Mearin Fermín, García-González María-Asunción, Strunk Michael, Zárate Natalia, Malagelada Juán-Ramón, Lanas Angel
Institute of Functional and Motor Digestive Disorders, Centro Médico Teknon, Barcelona, Spain.
Am J Gastroenterol. 2006 Sep;101(9):1979-84. doi: 10.1111/j.1572-0241.2006.00762.x. Epub 2006 Jul 18.
Our group previously reported the absence of nitric oxide synthase (NOS) in the gastroesophageal junction of patients with achalasia. NOS exists in three distinct isoforms: neuronal NOS (nNOS), endothelial NOS (eNOS), and inducible isoform (iNOS). Some studies have shown that NO production is regulated by NOS polymorphisms.
To assess whether some functional polymorphisms in the nNOS, iNOS, or eNOS genes are involved in susceptibility to suffer from achalasia.
Genomic DNA from 80 unrelated Spanish Caucasian patients with sporadic achalasia and 144 healthy subjects matched for age (+/-5 yr) and gender was typed by PCR and RFLP methods for the 27-bp variable number of tandem repeat (VNTR) polymorphism in intron 4 of the eNOS gene, a CA microsatellite repeat and a Nla III (C-->T) restriction fragment length polymorphism (RFLP) in exon 29 of the nNOS gene, and two nucleotide substitutions located in exon 16 (C-->T) and exon 22 (G-->A) of the iNOS gene.
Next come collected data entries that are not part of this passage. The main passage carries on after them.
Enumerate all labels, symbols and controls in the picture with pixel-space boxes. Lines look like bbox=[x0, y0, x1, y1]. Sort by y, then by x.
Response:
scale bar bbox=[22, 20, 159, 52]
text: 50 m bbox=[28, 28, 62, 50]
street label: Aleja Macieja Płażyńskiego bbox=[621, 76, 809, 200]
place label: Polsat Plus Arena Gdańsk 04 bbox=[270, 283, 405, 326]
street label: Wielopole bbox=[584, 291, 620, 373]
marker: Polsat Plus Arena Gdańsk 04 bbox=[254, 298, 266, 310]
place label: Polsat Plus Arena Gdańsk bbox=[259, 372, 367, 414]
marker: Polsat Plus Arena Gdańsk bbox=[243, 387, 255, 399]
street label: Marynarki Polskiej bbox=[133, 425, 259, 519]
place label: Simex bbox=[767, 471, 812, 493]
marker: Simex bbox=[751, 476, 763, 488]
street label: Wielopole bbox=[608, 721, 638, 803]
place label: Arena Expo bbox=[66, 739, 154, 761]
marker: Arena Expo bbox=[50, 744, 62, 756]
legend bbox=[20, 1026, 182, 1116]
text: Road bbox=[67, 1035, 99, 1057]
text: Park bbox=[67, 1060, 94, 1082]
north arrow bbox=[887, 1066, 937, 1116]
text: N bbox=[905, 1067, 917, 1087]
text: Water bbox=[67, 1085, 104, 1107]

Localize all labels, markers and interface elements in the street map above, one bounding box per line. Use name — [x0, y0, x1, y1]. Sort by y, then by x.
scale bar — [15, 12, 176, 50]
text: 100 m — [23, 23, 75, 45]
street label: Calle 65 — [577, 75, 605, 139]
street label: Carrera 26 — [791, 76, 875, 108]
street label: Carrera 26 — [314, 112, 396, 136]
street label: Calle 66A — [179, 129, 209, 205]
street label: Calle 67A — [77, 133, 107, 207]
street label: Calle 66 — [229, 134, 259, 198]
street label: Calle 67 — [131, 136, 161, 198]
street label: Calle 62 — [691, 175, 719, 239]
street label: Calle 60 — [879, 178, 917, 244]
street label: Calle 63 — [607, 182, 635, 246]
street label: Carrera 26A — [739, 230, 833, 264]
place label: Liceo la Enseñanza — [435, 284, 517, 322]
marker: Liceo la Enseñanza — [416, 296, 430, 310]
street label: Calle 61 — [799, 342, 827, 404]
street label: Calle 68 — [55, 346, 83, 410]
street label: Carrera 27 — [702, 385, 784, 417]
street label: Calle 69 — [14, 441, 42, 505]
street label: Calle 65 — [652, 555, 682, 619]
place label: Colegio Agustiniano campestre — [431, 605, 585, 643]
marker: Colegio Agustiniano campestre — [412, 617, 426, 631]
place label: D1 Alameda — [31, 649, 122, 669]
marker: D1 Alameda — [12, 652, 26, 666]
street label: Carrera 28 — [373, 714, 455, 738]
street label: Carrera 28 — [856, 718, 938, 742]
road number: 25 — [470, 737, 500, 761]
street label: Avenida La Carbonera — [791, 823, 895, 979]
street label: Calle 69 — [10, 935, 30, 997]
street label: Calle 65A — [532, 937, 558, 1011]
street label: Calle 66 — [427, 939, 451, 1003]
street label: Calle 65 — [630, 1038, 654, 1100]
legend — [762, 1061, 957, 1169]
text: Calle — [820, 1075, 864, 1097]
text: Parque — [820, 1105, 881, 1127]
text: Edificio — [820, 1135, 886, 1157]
No significant differences in carriage, genotype, and allele frequencies of the nNOS, iNOS, or eNOS gene polymorphisms were found between patients with achalasia and controls. Individuals homozygous for genotype iNOS22A/A tended to be more frequent in achalasia (20%vs 11%, odds ratio [OR] 1.79, 95% confidence interval [CI] 0.89-3.59, p= 0.09) as were those homozygous for the rare eNOS4a allele (6.2%vs 1.4%, OR 4.5, 95% CI 0.89-22.67, p= 0.1) although the difference did not reach statistical significance. No differences in genotype and allele distribution were found with respect to epidemiological and clinical characteristics of patients with achalasia.
Our data suggest that NOS gene polymorphisms are not involved in the susceptibility to and nature of the clinical course of sporadic achalasia. However, studies in a greater number of patients are required to analyze the tendency toward a higher prevalence of genotypes iNOS22A/A and eNOS4a4a.
我们的研究小组之前报道,贲门失弛缓症患者的胃食管交界处不存在一氧化氮合酶(NOS)。NOS有三种不同的亚型:神经元型NOS(nNOS)、内皮型NOS(eNOS)和诱导型亚型(iNOS)。一些研究表明,一氧化氮的产生受NOS多态性的调控。
评估nNOS、iNOS或eNOS基因中的某些功能性多态性是否与贲门失弛缓症的易感性有关。
采用聚合酶链反应(PCR)和限制性片段长度多态性(RFLP)方法,对80例散发性贲门失弛缓症的西班牙白种人患者以及144例年龄(±5岁)和性别相匹配的健康对照者的基因组DNA进行分型,检测eNOS基因第4内含子中27bp可变串联重复序列(VNTR)多态性、nNOS基因第29外显子中的CA微卫星重复序列以及Nla III(C→T)限制性片段长度多态性(RFLP),以及iNOS基因第16外显子(C→T)和第22外显子(G→A)中的两个核苷酸替换。
贲门失弛缓症患者与对照组在nNOS、iNOS或eNOS基因多态性的携带情况、基因型和等位基因频率方面未发现显著差异。iNOS22A/A基因型的纯合个体在贲门失弛缓症患者中似乎更为常见(20%对11%,优势比[OR]1.79,95%置信区间[CI]0.89 - 3.59,p = 0.09),罕见的eNOS4a等位基因的纯合个体也是如此(6.2%对1.4%,OR 4.5,95% CI 0.89 - 22.67,p = 0.1),尽管差异未达到统计学显著性。在贲门失弛缓症患者的流行病学和临床特征方面,未发现基因型和等位基因分布存在差异。
我们的数据表明,NOS基因多态性与散发性贲门失弛缓症的易感性及临床病程的性质无关。然而,需要对更多患者进行研究,以分析iNOS22A/A和eNOS4a4a基因型较高患病率的趋势。